Je vous salue, mesdames, et je vous donne tout de suite la fable promise. Mais elle est difficile ; je crains que vous ne la compreniez pas sans explication. Je vais vous la raconter en prose avant de la lire.
Le renard et le bouc étaient ensemble en voyage ; ils allaient de compagnie. Le voyage fut agréable, et je suis bien sûr que le renard fit beaucoup rire le bouc. C’est un personnage spirituel, qui a toujours à sa disposition quelque histoire amusante et quelques bons mots pour égayer la compagnie. Mais il est trompeur, il abuse de la supériorité de son esprit, et il faut se défier de lui. Il est passé maître en fait de tromperie, dit La Fontaine. Et en cette circonstance il aura beau jeu, car son compagnon est une véritable ganache, comme disait Napoléon de l’empereur d’Autriche : il ne voyait pas plus loin que son nez.
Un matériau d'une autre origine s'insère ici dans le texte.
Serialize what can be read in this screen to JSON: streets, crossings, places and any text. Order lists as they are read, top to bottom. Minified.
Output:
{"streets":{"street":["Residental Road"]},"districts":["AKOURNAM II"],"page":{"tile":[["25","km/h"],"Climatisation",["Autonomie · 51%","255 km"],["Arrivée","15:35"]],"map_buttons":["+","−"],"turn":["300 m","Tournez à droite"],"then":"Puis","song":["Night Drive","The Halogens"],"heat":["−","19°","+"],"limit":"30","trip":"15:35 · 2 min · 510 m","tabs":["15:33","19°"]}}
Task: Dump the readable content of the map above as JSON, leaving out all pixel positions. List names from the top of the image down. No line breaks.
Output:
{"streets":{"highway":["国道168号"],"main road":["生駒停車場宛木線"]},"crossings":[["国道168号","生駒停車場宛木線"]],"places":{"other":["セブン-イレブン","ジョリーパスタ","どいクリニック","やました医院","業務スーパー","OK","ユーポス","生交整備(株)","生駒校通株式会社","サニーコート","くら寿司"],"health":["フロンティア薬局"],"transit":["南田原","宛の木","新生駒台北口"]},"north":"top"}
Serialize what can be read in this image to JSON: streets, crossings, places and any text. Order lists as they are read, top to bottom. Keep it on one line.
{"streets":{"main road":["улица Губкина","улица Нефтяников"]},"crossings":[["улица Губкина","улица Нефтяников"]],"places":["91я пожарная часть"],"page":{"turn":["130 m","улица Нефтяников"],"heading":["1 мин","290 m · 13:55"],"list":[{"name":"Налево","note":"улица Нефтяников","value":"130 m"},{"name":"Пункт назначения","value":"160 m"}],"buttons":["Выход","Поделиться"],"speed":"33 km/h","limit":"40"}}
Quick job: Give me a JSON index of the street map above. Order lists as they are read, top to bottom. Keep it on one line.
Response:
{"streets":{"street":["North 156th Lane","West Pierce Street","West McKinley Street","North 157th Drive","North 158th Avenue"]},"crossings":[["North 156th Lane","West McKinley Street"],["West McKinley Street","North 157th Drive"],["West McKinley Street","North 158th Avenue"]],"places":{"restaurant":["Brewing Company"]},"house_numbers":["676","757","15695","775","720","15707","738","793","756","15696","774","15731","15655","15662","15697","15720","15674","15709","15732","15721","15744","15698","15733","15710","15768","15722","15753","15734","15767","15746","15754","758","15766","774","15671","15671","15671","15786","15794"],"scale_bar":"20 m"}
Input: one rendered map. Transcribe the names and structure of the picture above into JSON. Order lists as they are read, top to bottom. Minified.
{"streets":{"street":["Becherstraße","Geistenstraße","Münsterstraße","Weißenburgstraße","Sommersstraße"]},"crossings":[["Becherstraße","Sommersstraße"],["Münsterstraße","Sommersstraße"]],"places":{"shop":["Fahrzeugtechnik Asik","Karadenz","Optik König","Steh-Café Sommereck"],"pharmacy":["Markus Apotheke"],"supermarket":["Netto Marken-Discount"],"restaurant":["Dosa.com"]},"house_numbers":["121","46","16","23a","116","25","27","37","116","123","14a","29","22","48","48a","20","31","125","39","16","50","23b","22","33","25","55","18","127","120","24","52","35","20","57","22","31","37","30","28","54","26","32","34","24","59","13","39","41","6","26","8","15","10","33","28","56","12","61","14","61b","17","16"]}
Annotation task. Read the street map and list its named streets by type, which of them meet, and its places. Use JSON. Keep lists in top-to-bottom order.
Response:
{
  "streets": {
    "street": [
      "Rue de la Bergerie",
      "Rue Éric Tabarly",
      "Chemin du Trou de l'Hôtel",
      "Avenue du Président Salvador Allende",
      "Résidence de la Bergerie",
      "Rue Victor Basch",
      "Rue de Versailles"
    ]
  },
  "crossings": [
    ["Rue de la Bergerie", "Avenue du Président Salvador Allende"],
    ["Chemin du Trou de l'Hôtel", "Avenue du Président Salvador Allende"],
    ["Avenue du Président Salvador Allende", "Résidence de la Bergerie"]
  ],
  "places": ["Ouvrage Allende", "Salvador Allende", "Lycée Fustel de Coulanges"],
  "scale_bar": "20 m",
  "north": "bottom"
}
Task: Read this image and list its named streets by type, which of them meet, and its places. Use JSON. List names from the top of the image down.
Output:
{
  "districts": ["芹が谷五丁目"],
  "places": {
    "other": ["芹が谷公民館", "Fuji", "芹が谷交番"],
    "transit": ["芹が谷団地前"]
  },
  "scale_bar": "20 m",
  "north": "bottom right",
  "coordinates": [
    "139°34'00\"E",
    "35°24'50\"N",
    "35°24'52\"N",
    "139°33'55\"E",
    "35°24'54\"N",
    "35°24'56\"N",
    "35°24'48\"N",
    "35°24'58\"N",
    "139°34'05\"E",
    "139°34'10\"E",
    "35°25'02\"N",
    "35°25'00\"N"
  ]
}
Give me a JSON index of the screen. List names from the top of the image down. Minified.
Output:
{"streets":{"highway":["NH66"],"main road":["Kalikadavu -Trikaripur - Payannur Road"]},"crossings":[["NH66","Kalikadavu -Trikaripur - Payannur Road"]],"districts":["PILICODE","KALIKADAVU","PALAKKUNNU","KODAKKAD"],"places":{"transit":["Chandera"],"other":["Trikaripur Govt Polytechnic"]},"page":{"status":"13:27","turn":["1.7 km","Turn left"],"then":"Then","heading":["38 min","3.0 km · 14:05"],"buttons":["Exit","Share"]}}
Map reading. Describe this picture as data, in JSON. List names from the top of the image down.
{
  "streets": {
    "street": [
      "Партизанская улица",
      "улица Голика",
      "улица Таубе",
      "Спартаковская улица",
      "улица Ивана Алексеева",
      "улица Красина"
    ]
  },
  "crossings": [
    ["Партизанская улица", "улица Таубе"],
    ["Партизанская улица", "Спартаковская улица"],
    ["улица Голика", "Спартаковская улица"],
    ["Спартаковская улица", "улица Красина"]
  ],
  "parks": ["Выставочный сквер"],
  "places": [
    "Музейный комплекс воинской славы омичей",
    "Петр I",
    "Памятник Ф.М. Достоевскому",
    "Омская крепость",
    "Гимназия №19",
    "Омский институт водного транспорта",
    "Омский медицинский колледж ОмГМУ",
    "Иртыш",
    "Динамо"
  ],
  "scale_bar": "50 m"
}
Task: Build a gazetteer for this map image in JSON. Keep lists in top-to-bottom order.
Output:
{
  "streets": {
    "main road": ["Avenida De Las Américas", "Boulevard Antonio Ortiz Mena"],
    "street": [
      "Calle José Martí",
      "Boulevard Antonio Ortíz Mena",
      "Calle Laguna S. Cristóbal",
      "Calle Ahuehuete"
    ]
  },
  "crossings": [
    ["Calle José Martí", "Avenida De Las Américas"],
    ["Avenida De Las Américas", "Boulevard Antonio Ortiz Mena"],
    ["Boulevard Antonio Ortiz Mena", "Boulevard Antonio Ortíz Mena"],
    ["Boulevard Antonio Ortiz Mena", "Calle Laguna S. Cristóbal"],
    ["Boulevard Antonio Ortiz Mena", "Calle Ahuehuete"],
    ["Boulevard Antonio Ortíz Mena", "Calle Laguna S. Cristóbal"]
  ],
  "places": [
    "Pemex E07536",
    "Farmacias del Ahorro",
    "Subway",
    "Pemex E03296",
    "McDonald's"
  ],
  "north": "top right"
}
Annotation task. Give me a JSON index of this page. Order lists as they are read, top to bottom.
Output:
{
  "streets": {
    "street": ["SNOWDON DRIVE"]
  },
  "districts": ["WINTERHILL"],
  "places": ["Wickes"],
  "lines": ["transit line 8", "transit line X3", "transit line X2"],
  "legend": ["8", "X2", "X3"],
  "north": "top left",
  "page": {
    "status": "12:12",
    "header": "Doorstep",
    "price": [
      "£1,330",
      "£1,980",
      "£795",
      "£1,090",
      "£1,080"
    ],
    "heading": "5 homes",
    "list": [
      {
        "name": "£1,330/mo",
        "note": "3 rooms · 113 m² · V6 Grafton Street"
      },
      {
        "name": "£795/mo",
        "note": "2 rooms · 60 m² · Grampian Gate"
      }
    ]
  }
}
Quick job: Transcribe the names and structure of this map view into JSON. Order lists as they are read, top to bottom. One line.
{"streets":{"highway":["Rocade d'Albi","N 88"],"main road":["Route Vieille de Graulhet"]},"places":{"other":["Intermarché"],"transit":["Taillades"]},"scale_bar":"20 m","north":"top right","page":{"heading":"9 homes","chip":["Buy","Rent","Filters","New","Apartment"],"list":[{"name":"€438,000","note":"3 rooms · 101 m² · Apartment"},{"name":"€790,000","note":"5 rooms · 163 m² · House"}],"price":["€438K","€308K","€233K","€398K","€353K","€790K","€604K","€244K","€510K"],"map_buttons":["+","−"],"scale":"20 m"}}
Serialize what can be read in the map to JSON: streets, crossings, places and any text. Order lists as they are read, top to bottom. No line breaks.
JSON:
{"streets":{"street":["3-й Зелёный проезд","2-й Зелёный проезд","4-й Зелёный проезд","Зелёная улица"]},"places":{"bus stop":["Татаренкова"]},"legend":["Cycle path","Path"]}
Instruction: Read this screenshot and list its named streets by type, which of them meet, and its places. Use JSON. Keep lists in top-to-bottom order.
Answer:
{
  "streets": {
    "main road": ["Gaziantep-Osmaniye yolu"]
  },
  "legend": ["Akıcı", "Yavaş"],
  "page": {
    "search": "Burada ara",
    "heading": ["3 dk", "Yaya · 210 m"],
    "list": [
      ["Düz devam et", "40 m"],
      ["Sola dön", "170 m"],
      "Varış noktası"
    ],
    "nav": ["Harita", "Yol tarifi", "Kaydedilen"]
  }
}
Après avoir beaucoup marché, beaucoup causé, beaucoup ri, les deux compagnons eurent soif. Heureusement pour eux, ils rencontrèrent un puits, et altérés, comme ils étaient, ils n’hésitèrent pas à descendre pour boire. Ils burent et ils burent abondamment. Alors seulement ils songèrent à sortir du puits. Probablement le renard y avait pensé auparavant, car je ne puis croire qu’un animal aussi intelligent que celui-là descende dans un puits sans savoir d’avance comment il en sortira. Mais bien sûr, le bouc n’y avait pas pensé. Aussi vous allez voir comment il fut joué par le renard. Que fait celui-ci ? Il va tout simplement employer le bouc comme une échelle. Il lui dit: ” Mon cher ami, j’ai un moyen de sortir du puits : tu mettras tes pieds de devant contre le mur, et tu lèveras tes cornes en haut ; je grimperai le long de ton échine, et puis je sauterai sur tes cornes, et de là au bord du puits. Quand je serai sauvé, je te tirerai dehors.” Voilà le bouc qui joue le rôle d’une vraie machine. Le renard est bientôt sur le bord du puits. Une fois là, trompeur comme il est, il ne fait rien pour le bouc, et bien plus il se moque de lui, lui reproche sa bêtise et sa crédulité. Il l’exhorte ironiquement à la patience. “Si tu avais, dit-il, autant d’esprit que de barbe au menton, tu ne serais pas descendu dans ce puits. Adieu ! j’ai une affaire qui me presse; je n’ai pas le temps de m’arrêter davantage.”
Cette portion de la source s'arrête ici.